== Supplied material ==

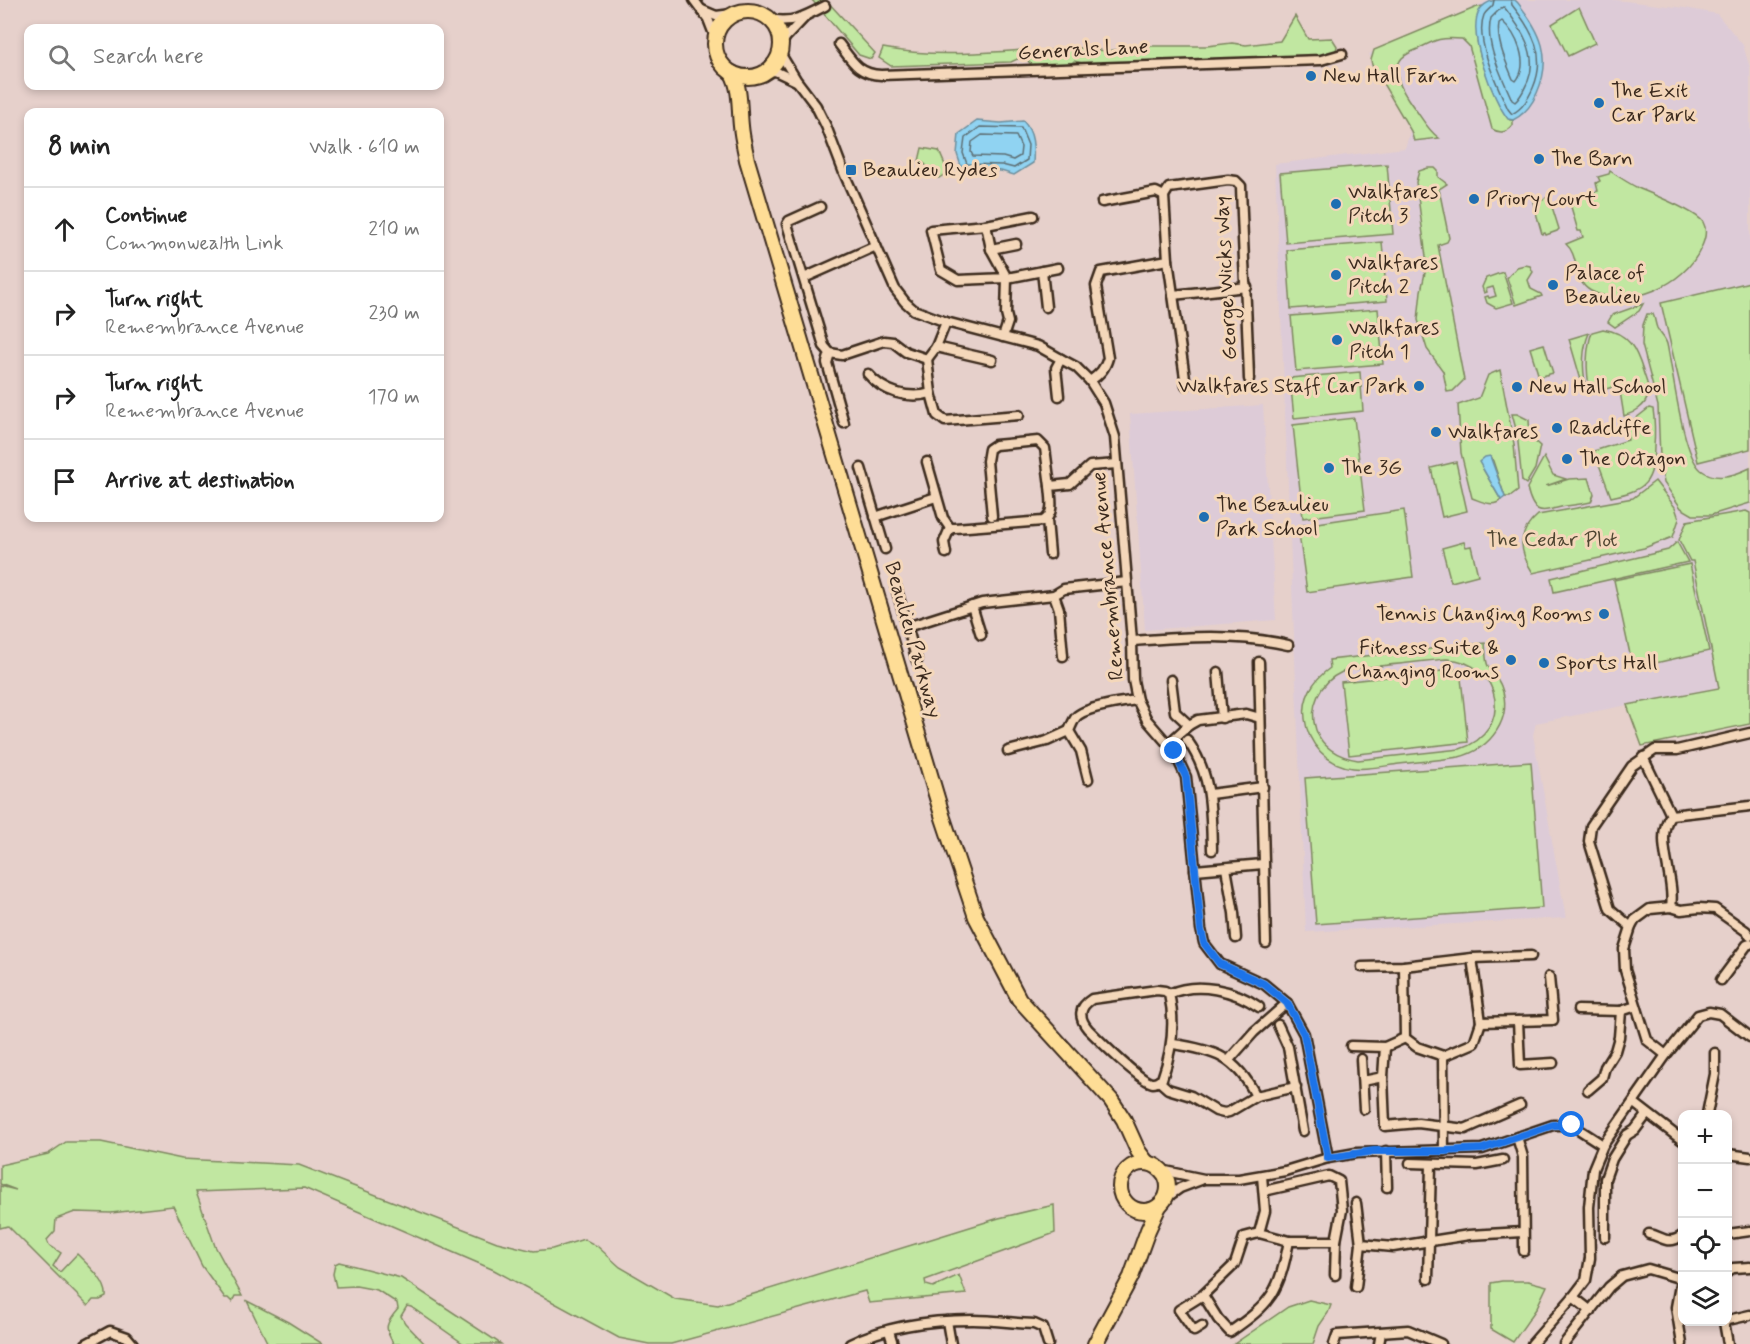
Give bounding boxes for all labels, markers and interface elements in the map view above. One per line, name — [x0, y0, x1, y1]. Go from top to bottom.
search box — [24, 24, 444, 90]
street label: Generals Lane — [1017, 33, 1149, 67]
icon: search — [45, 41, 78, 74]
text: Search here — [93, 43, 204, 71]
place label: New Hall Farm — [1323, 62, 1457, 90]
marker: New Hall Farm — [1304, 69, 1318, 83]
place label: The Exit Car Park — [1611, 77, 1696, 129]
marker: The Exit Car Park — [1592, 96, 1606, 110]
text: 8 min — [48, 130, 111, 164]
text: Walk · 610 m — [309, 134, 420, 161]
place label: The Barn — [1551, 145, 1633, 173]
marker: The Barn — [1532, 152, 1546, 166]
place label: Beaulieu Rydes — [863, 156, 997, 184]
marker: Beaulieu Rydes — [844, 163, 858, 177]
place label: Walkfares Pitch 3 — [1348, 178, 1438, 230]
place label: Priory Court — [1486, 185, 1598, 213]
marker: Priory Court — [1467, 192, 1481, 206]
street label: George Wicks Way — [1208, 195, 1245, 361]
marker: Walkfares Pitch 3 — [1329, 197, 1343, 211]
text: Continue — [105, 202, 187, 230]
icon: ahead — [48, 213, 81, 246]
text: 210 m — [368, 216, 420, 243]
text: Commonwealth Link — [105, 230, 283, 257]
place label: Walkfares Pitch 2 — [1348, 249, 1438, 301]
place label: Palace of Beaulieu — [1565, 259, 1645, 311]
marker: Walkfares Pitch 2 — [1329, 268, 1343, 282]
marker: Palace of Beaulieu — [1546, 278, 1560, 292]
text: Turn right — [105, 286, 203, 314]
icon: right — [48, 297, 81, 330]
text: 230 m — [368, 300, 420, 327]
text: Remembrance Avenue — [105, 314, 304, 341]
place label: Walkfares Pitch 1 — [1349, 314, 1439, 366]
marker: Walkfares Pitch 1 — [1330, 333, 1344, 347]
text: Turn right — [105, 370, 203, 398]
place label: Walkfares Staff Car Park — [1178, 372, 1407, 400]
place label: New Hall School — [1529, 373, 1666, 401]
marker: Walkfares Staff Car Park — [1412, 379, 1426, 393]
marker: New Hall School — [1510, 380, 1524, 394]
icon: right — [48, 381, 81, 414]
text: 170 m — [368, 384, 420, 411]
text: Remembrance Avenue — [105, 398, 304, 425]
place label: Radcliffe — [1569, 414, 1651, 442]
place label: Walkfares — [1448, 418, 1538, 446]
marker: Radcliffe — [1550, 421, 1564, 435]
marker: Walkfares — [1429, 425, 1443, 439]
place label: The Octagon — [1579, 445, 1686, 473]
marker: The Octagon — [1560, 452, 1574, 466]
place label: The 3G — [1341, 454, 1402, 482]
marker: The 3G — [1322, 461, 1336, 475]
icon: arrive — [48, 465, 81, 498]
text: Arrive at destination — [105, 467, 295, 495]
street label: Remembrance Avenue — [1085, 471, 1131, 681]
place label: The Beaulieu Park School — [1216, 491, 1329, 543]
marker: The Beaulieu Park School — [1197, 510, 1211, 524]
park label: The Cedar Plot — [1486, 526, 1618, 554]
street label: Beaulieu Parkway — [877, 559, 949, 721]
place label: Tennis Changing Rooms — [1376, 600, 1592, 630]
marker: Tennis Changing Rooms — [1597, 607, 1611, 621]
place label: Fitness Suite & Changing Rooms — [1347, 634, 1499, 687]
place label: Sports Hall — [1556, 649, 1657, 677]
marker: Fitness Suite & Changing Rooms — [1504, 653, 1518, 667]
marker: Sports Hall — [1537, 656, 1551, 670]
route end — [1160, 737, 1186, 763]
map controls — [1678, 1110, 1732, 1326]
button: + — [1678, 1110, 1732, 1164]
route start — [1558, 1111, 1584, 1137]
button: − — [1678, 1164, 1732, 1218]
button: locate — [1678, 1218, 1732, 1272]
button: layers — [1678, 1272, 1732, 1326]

===

● **Exercise brief**
Pictures stay out, but everything else in the records must be output exactly.

● **Response below**
Give bounding boxes for all labels, markers and interface elements in the map view above. One per line, name — [x0, y0, x1, y1]. Go from top to bottom.
search box — [24, 24, 444, 90]
street label: Generals Lane — [1017, 33, 1149, 67]
icon: search — [45, 41, 78, 74]
text: Search here — [93, 43, 204, 71]
place label: New Hall Farm — [1323, 62, 1457, 90]
marker: New Hall Farm — [1304, 69, 1318, 83]
place label: The Exit Car Park — [1611, 77, 1696, 129]
marker: The Exit Car Park — [1592, 96, 1606, 110]
text: 8 min — [48, 130, 111, 164]
text: Walk · 610 m — [309, 134, 420, 161]
place label: The Barn — [1551, 145, 1633, 173]
marker: The Barn — [1532, 152, 1546, 166]
place label: Beaulieu Rydes — [863, 156, 997, 184]
marker: Beaulieu Rydes — [844, 163, 858, 177]
place label: Walkfares Pitch 3 — [1348, 178, 1438, 230]
place label: Priory Court — [1486, 185, 1598, 213]
marker: Priory Court — [1467, 192, 1481, 206]
street label: George Wicks Way — [1208, 195, 1245, 361]
marker: Walkfares Pitch 3 — [1329, 197, 1343, 211]
text: Continue — [105, 202, 187, 230]
icon: ahead — [48, 213, 81, 246]
text: 210 m — [368, 216, 420, 243]
text: Commonwealth Link — [105, 230, 283, 257]
place label: Walkfares Pitch 2 — [1348, 249, 1438, 301]
place label: Palace of Beaulieu — [1565, 259, 1645, 311]
marker: Walkfares Pitch 2 — [1329, 268, 1343, 282]
marker: Palace of Beaulieu — [1546, 278, 1560, 292]
text: Turn right — [105, 286, 203, 314]
icon: right — [48, 297, 81, 330]
text: 230 m — [368, 300, 420, 327]
text: Remembrance Avenue — [105, 314, 304, 341]
place label: Walkfares Pitch 1 — [1349, 314, 1439, 366]
marker: Walkfares Pitch 1 — [1330, 333, 1344, 347]
text: Turn right — [105, 370, 203, 398]
place label: Walkfares Staff Car Park — [1178, 372, 1407, 400]
place label: New Hall School — [1529, 373, 1666, 401]
marker: Walkfares Staff Car Park — [1412, 379, 1426, 393]
marker: New Hall School — [1510, 380, 1524, 394]
icon: right — [48, 381, 81, 414]
text: 170 m — [368, 384, 420, 411]
text: Remembrance Avenue — [105, 398, 304, 425]
place label: Radcliffe — [1569, 414, 1651, 442]
place label: Walkfares — [1448, 418, 1538, 446]
marker: Radcliffe — [1550, 421, 1564, 435]
marker: Walkfares — [1429, 425, 1443, 439]
place label: The Octagon — [1579, 445, 1686, 473]
marker: The Octagon — [1560, 452, 1574, 466]
place label: The 3G — [1341, 454, 1402, 482]
marker: The 3G — [1322, 461, 1336, 475]
icon: arrive — [48, 465, 81, 498]
text: Arrive at destination — [105, 467, 295, 495]
street label: Remembrance Avenue — [1085, 471, 1131, 681]
place label: The Beaulieu Park School — [1216, 491, 1329, 543]
marker: The Beaulieu Park School — [1197, 510, 1211, 524]
park label: The Cedar Plot — [1486, 526, 1618, 554]
street label: Beaulieu Parkway — [877, 559, 949, 721]
place label: Tennis Changing Rooms — [1376, 600, 1592, 630]
marker: Tennis Changing Rooms — [1597, 607, 1611, 621]
place label: Fitness Suite & Changing Rooms — [1347, 634, 1499, 687]
place label: Sports Hall — [1556, 649, 1657, 677]
marker: Fitness Suite & Changing Rooms — [1504, 653, 1518, 667]
marker: Sports Hall — [1537, 656, 1551, 670]
route end — [1160, 737, 1186, 763]
map controls — [1678, 1110, 1732, 1326]
button: + — [1678, 1110, 1732, 1164]
route start — [1558, 1111, 1584, 1137]
button: − — [1678, 1164, 1732, 1218]
button: locate — [1678, 1218, 1732, 1272]
button: layers — [1678, 1272, 1732, 1326]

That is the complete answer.